Note how many lines in the following material mention "controls", then give that number by itself.

★ ★ ★ ★ ★ ★ ★

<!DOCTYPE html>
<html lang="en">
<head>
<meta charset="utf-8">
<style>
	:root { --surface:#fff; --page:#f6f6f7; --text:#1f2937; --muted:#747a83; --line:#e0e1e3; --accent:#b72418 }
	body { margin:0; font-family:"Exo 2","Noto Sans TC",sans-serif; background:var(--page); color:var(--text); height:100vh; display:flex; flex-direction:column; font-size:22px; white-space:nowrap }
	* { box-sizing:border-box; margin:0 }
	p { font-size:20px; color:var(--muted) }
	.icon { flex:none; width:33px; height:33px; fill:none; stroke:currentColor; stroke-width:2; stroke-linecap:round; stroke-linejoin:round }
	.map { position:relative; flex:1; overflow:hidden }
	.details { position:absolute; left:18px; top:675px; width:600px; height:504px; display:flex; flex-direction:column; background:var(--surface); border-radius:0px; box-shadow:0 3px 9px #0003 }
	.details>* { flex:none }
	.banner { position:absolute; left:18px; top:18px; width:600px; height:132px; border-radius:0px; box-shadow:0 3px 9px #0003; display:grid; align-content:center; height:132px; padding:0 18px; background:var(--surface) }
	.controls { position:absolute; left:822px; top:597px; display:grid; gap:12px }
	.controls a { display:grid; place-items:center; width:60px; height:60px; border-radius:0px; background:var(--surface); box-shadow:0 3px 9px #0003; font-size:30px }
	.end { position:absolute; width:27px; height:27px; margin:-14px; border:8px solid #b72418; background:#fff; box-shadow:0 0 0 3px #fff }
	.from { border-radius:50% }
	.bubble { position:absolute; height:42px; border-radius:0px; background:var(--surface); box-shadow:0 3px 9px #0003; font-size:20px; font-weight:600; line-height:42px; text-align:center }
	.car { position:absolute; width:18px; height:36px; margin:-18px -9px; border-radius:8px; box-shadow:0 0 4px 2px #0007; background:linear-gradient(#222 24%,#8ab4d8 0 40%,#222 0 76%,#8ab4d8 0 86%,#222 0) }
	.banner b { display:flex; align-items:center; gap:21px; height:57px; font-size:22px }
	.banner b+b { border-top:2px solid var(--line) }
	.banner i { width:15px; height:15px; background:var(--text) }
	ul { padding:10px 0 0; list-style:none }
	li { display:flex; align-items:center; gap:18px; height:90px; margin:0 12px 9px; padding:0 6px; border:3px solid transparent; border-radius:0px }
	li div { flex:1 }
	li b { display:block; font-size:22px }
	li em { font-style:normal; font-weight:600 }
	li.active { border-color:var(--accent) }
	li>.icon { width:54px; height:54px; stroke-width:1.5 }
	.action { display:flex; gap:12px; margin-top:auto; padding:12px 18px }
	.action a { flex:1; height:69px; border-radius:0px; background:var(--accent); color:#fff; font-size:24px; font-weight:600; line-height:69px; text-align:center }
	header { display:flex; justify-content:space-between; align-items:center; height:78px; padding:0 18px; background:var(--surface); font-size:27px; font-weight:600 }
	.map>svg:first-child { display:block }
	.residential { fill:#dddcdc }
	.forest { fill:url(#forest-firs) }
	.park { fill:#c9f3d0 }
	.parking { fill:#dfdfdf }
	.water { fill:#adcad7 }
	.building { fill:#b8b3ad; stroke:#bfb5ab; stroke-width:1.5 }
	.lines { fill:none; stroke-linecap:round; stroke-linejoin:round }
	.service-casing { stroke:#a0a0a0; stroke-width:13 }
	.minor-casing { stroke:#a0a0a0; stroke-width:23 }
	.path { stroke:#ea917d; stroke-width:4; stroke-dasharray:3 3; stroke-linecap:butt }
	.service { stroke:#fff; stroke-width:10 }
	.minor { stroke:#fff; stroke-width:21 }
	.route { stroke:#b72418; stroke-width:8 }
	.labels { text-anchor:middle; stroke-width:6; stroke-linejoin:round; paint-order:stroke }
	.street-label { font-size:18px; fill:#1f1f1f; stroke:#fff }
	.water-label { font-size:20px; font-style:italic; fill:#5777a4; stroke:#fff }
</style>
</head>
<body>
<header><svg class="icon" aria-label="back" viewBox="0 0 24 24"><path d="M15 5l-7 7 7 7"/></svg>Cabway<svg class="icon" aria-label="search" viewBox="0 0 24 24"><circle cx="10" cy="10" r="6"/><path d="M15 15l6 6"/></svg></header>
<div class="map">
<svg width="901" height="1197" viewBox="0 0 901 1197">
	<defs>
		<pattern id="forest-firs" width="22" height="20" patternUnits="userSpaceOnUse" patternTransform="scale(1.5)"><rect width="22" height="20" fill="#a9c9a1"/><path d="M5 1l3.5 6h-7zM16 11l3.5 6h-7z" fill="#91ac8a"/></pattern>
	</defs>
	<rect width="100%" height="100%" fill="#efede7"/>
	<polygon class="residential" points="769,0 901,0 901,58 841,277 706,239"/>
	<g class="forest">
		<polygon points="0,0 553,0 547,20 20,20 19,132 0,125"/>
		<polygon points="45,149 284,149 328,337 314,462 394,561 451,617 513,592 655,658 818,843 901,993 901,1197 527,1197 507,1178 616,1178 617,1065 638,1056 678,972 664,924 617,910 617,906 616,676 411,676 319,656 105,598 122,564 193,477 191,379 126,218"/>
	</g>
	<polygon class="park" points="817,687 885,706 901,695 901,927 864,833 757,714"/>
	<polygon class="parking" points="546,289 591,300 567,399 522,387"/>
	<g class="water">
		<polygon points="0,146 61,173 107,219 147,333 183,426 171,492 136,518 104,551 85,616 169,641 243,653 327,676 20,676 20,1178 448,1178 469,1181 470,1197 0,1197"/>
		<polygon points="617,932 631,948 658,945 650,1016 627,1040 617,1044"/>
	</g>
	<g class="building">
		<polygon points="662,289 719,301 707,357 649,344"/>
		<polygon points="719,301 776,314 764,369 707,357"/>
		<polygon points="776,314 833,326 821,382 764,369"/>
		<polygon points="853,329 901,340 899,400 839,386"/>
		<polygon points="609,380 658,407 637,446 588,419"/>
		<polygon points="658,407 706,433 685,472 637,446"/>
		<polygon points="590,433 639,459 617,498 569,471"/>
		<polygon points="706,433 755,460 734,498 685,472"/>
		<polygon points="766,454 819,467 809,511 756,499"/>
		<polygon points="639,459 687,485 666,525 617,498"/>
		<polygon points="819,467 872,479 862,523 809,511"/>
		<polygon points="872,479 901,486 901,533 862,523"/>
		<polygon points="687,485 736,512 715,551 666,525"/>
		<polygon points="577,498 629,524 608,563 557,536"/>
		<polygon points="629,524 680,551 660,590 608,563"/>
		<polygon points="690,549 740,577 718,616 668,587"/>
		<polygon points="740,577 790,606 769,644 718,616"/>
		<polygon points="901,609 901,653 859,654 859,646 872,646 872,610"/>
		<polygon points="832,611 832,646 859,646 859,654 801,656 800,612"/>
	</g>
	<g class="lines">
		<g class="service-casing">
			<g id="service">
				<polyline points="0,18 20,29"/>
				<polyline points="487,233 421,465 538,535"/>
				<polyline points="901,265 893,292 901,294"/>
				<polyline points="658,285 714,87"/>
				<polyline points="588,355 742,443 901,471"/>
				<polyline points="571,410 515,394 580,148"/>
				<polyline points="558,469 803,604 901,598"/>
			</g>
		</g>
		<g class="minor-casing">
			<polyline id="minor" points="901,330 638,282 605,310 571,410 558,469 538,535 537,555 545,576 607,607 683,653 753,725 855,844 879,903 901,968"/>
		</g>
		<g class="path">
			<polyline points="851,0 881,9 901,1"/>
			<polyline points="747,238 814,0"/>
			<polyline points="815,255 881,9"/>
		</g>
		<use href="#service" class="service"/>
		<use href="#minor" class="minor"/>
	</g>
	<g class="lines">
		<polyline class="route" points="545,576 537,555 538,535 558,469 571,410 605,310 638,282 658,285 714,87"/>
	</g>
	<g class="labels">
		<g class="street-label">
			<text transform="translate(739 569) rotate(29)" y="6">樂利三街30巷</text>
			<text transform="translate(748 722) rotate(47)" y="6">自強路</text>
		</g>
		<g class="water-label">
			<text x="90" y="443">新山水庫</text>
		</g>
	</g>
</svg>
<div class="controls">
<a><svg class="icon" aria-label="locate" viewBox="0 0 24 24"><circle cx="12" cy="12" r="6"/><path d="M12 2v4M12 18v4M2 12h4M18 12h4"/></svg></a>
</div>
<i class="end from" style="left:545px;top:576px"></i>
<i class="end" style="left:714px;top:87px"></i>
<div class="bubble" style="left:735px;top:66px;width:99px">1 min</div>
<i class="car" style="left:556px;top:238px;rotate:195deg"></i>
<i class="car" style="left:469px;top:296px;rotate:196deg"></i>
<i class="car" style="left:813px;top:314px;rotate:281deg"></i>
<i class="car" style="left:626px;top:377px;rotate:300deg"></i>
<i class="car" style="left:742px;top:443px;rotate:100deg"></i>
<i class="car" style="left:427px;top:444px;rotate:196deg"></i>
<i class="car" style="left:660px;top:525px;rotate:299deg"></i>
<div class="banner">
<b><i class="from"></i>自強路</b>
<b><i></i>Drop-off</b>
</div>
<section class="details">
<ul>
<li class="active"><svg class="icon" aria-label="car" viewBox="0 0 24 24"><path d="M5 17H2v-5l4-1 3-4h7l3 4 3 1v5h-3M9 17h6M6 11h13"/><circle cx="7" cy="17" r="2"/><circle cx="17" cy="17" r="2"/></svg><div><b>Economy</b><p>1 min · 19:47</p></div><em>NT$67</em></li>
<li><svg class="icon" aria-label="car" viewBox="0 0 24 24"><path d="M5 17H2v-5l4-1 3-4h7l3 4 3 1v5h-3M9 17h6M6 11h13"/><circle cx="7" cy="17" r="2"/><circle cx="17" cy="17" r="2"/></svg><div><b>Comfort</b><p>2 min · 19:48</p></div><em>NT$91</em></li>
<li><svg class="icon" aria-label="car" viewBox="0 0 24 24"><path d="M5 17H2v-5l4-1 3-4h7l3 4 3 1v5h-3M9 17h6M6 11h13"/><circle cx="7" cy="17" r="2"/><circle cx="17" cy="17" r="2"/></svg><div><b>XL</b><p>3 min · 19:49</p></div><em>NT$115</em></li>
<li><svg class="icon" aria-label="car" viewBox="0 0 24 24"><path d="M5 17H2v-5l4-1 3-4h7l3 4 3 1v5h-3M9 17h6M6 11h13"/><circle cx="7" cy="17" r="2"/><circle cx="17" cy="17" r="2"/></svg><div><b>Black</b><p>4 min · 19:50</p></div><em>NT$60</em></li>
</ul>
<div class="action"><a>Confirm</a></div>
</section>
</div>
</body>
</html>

★ ★ ★ ★ ★ ★ ★

__Answer to the exercise__
3